Make your Audience the Heart of the Strategy
Who is your audience, and what do they want? You can’t just write for yourself or an imagined general audience, you must think about who it is that will reach, engage, and be influenced by the content. You should be thinking about who the audience is, how you can help them, and what they want and need. What are their problems and goals? How do you solve those problems or achieve those goals? Your content stream should be crafted to answer the questions your audience is asking, introduce new ideas, and solve problems.
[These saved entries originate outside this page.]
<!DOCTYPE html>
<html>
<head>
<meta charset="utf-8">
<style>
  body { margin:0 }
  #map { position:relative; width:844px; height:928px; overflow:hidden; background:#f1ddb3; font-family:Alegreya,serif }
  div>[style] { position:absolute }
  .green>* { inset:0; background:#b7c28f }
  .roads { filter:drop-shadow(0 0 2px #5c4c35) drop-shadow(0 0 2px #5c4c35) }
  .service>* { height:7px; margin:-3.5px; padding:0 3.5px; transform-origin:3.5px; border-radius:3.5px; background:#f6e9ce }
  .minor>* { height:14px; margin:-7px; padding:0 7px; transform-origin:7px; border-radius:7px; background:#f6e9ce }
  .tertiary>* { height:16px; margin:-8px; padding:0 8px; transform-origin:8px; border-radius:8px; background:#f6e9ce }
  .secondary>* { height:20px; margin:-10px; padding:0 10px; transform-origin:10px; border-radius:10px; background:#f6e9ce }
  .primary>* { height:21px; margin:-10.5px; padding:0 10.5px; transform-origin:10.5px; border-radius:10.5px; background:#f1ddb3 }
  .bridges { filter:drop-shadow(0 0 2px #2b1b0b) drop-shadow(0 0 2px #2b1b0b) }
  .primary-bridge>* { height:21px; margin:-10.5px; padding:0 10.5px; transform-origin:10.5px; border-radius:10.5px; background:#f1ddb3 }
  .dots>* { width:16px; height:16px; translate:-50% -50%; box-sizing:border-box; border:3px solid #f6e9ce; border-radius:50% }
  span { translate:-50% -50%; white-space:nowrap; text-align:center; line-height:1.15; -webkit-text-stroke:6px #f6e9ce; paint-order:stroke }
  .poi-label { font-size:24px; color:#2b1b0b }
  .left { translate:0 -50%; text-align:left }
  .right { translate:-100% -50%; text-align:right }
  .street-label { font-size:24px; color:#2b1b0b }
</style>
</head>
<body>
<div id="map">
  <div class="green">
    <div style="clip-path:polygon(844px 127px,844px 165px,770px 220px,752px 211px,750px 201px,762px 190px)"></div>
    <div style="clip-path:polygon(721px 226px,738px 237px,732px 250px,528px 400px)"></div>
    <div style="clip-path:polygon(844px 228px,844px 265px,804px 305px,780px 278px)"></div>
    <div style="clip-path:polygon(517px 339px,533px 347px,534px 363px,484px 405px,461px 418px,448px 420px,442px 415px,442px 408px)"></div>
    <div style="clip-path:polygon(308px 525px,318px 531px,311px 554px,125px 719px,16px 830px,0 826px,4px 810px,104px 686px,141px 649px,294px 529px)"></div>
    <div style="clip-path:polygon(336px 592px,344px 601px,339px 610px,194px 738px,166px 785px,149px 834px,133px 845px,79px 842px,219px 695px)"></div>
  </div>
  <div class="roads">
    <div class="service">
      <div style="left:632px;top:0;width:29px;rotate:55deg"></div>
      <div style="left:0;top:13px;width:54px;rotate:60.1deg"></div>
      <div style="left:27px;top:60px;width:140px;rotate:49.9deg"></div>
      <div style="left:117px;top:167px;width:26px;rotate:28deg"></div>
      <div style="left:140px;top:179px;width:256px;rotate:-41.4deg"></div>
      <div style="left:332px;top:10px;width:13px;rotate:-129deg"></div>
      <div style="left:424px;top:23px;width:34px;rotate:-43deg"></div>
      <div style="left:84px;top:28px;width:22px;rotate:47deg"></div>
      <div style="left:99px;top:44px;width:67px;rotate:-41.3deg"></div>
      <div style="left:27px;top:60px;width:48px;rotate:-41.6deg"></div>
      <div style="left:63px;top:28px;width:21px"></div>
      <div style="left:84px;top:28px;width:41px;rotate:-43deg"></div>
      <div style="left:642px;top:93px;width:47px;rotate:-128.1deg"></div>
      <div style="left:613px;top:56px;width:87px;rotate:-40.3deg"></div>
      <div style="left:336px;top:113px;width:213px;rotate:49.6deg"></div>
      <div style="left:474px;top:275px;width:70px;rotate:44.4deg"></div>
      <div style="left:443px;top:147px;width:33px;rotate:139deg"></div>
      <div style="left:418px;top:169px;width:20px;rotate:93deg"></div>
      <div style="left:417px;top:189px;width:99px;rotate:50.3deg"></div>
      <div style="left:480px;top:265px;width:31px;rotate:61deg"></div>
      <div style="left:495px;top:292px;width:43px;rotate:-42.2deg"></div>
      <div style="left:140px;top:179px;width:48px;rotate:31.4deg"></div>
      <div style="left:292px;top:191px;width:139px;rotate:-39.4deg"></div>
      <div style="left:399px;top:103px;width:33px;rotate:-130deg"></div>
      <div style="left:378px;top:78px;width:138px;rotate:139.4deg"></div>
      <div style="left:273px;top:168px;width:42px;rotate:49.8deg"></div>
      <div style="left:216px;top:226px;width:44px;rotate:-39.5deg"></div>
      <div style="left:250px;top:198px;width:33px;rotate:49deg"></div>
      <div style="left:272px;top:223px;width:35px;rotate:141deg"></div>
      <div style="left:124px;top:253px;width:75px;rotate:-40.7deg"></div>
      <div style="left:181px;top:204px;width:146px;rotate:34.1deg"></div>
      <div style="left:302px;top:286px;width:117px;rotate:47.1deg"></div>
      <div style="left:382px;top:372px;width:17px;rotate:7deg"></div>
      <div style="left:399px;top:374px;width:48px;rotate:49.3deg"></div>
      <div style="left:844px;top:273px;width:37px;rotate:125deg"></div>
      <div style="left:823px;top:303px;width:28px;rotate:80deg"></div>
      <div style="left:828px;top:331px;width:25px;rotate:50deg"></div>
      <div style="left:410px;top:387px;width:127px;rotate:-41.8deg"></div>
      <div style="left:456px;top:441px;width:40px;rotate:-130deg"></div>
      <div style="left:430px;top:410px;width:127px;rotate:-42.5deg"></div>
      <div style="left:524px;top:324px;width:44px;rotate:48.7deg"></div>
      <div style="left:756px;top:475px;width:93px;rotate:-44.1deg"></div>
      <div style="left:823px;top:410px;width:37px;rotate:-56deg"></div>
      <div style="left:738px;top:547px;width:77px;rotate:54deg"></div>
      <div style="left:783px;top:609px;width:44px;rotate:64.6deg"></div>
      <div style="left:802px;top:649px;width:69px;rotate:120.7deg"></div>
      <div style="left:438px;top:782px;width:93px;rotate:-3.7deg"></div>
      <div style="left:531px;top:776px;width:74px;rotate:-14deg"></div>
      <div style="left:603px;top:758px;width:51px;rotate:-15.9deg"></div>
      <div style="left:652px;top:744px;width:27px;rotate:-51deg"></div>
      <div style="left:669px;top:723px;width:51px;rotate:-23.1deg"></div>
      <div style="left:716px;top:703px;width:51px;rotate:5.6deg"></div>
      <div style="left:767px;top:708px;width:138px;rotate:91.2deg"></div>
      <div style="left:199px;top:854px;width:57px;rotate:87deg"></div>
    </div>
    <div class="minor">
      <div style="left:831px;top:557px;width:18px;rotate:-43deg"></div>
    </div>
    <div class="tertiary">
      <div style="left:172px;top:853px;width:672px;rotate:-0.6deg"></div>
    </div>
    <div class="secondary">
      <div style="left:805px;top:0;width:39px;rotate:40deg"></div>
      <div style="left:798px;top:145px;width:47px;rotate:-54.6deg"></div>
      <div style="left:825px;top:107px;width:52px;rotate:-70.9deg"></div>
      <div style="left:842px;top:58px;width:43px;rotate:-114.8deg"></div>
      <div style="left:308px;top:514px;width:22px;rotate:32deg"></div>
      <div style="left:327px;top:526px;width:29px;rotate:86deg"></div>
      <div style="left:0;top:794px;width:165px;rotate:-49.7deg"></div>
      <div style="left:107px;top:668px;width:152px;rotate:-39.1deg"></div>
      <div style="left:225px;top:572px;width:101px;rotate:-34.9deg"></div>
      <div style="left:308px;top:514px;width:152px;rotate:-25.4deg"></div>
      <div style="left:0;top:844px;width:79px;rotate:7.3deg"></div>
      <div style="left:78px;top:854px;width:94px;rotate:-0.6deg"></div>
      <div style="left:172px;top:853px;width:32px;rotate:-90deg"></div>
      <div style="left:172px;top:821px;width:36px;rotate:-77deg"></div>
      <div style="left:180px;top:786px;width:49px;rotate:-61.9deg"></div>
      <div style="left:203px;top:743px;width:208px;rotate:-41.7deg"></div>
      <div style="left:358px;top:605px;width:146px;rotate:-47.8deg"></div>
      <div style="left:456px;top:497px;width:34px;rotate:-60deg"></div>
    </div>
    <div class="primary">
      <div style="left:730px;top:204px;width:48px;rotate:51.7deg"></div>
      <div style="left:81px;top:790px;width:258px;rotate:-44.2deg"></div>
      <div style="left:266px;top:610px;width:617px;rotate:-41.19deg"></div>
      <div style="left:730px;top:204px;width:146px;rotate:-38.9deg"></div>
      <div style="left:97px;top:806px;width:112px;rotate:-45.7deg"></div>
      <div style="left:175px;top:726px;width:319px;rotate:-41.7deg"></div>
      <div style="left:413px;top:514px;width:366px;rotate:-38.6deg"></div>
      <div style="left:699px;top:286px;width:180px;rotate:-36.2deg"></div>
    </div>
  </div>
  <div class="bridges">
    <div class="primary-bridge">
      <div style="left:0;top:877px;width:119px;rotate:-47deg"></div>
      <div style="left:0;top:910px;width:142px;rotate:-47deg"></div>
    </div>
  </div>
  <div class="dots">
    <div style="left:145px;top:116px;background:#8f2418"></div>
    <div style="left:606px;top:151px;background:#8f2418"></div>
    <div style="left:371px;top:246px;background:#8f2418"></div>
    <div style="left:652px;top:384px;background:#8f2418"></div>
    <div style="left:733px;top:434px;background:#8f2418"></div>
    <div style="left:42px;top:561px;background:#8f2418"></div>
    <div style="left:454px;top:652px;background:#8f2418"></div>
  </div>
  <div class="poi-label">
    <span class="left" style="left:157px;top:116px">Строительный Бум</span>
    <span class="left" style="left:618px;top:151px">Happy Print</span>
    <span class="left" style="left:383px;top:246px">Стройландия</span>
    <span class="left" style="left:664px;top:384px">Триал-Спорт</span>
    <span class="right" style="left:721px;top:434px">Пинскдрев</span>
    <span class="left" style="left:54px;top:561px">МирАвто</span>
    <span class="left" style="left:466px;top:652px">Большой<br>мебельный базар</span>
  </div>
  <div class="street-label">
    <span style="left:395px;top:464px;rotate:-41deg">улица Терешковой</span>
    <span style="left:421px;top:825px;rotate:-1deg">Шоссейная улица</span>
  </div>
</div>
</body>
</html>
Use Data to Understand Your Audience’s Desires
When you or I need an answer, we take to search engines to find it. This is obvious to us, it’s built into the consumer psyche. If you’re like many of our clients, you’re beginning to sell to a generation that never knew life before Google, so for this group, information is a given. It isn’t hard to find what your audience searches for, using a keyword tool or a trends site. And with 68% of all site traffic attributed to organic and paid search (Brightedge Research), this is a great place to go to learn what subjects you should be writing about. (Using this exercise, one of our clients discovered that swapping the word “trellis” for “lattice” in their search strategy and content would dramatically improve the quantity of readers.)
Produce Great Content
Once you have a sense of the subject matter that will best influence the audience, write a great piece of content, rich in keywords, with visual elements or other items embedded to keep the audience engaged. Time on site can be improved exponentially when an infographic is used among the content. A video embedded in the page allows the reader to explore the content in written, audio, or visual form. Publish at an expected pace—meaning your audience can come to count on new content each time they visit your site or feed. And remember to promote this content across all of your marketing channels – email, display, remessaging, organic and paid social. Without promotion, readership won’t simply appear.
Watch and Measure What Happens Next
If someone clicks to your content about customer service issues, but leaves without reading other pages of the site, you may consider adding a section identifying other relevant content on similar subjects to the page. If one article is generating quality leads through form fills or other clickable inquiry points, You may wish to pen more material on the same subject. If a particular video is getting the most views, make a short teaser to use in your social media feed, clicking to the longer one on the site.
In conclusion, content marketing is a complex and multi-faceted topic, but it’s also one that can be broken down into smaller pieces. By understanding what each piece does for your business, you’ll be able to build an effective strategy that gets results.